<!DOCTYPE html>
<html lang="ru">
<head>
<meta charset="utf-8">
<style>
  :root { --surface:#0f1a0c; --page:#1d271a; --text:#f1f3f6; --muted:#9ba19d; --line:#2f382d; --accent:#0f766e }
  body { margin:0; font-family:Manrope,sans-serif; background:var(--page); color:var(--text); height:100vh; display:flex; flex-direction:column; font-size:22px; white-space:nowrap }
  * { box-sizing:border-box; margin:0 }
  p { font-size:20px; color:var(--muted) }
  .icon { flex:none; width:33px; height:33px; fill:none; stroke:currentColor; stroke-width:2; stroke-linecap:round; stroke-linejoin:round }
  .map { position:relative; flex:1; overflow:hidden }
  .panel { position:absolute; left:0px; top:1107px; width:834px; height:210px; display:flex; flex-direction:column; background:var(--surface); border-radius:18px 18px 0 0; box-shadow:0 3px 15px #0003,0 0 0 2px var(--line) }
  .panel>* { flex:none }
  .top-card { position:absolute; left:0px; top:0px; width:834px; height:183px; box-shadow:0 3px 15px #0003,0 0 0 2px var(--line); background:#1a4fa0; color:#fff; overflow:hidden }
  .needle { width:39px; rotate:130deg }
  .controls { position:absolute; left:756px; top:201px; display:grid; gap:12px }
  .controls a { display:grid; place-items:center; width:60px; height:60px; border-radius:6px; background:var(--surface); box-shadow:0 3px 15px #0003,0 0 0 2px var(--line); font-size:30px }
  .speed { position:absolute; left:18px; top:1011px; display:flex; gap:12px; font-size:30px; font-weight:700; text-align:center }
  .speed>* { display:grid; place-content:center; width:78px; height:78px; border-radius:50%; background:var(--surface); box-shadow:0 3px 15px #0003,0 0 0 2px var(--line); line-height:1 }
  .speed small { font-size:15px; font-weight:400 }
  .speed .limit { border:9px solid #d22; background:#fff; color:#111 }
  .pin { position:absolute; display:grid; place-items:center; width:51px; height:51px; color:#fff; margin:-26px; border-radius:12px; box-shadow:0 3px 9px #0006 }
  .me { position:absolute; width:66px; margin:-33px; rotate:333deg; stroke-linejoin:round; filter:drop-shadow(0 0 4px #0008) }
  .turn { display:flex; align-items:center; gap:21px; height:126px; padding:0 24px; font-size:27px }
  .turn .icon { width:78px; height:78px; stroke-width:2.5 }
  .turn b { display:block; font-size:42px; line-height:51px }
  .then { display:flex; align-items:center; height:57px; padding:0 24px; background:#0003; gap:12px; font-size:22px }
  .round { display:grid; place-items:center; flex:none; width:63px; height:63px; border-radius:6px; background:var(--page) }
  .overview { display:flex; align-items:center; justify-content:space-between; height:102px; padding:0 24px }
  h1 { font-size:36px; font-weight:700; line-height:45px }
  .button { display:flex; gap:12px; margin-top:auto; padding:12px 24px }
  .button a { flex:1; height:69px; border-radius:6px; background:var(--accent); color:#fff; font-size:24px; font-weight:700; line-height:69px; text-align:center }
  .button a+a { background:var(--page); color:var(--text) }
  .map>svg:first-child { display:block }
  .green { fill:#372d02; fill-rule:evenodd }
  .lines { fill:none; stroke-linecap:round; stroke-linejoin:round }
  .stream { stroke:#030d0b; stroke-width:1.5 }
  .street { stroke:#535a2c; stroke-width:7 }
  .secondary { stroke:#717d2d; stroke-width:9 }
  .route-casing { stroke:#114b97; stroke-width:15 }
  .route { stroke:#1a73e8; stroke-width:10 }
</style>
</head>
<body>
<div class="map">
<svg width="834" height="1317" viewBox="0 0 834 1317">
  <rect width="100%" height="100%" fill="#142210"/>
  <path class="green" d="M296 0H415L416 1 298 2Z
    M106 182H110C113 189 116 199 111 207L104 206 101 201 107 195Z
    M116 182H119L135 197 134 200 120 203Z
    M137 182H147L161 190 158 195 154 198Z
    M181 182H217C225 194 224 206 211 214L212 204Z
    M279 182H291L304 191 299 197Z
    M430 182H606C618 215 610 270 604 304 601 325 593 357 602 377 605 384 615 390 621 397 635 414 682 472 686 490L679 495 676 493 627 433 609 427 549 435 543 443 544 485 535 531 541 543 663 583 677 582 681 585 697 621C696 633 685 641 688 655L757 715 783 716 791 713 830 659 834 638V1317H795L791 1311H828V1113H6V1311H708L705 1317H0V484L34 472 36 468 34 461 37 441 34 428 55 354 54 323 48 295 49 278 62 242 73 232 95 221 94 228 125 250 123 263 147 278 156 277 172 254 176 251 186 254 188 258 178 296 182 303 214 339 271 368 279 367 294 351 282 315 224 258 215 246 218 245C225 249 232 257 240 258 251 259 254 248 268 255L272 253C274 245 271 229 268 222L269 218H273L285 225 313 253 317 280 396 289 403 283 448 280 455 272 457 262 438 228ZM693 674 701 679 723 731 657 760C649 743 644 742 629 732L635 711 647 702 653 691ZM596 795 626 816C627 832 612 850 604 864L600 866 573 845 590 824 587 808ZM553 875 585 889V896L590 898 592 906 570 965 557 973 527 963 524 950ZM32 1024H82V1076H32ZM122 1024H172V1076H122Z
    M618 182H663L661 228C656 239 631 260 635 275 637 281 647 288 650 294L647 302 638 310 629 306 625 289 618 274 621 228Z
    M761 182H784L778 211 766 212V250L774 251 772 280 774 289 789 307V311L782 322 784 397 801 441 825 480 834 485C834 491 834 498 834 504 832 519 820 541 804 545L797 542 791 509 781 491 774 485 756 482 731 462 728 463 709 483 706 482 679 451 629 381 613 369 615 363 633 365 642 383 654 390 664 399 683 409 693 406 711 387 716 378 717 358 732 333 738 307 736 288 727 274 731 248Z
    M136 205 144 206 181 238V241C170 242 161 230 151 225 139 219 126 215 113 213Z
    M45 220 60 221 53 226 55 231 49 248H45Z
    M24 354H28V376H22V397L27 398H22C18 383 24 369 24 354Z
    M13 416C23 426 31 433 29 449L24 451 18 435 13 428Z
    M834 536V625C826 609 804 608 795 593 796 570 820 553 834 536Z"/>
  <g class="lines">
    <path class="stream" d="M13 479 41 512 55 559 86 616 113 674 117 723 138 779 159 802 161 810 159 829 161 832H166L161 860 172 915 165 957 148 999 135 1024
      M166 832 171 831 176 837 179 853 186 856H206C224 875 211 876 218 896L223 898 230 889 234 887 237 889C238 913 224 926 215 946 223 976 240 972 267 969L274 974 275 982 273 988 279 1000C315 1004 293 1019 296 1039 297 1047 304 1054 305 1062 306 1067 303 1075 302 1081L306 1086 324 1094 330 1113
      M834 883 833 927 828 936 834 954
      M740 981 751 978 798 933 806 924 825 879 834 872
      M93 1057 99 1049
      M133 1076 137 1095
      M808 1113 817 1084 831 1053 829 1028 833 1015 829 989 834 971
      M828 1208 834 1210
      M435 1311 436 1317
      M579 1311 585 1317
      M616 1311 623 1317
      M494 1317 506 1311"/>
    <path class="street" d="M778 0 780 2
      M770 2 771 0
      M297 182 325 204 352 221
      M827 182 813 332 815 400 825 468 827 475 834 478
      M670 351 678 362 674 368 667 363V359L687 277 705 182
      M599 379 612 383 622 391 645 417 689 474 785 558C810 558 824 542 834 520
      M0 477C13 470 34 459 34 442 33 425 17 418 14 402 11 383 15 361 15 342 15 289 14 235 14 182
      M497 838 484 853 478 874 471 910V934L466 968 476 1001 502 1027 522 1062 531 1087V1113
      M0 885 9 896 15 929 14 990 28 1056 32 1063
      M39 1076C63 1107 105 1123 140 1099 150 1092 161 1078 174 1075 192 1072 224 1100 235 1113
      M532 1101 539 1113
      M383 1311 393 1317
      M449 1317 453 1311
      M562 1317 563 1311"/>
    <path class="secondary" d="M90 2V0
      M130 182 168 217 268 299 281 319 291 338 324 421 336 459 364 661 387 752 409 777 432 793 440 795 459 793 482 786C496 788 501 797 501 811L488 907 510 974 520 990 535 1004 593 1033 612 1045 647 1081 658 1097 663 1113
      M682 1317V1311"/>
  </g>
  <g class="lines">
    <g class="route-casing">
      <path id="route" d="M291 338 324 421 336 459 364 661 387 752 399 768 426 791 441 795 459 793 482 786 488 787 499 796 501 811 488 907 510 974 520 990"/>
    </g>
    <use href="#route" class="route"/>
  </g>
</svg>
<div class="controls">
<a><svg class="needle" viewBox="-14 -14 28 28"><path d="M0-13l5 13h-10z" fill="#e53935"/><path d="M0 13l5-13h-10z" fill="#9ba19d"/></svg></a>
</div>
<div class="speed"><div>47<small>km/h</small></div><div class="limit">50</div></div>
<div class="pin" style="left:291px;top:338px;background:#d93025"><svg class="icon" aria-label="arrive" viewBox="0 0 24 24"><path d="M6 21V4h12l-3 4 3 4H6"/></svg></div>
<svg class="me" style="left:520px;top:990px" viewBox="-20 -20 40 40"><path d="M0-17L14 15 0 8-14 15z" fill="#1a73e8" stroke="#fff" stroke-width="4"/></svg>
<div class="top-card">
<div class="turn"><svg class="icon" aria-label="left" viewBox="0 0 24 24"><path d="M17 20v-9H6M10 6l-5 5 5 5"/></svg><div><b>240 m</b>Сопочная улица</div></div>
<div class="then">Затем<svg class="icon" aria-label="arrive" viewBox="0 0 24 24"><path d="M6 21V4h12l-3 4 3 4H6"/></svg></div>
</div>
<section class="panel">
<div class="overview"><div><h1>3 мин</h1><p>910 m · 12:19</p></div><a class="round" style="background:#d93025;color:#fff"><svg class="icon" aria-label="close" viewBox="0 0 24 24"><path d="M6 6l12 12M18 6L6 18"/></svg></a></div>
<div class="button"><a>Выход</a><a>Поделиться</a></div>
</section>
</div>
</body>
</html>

- What the task asks
Note every line of the entries in which "column" appears, and copy it down.

- Result of this exercise
  body { margin:0; font-family:Manrope,sans-serif; background:var(--page); color:var(--text); height:100vh; display:flex; flex-direction:column; font-size:22px; white-space:nowrap }
  .panel { position:absolute; left:0px; top:1107px; width:834px; height:210px; display:flex; flex-direction:column; background:var(--surface); border-radius:18px 18px 0 0; box-shadow:0 3px 15px #0003,0 0 0 2px var(--line) }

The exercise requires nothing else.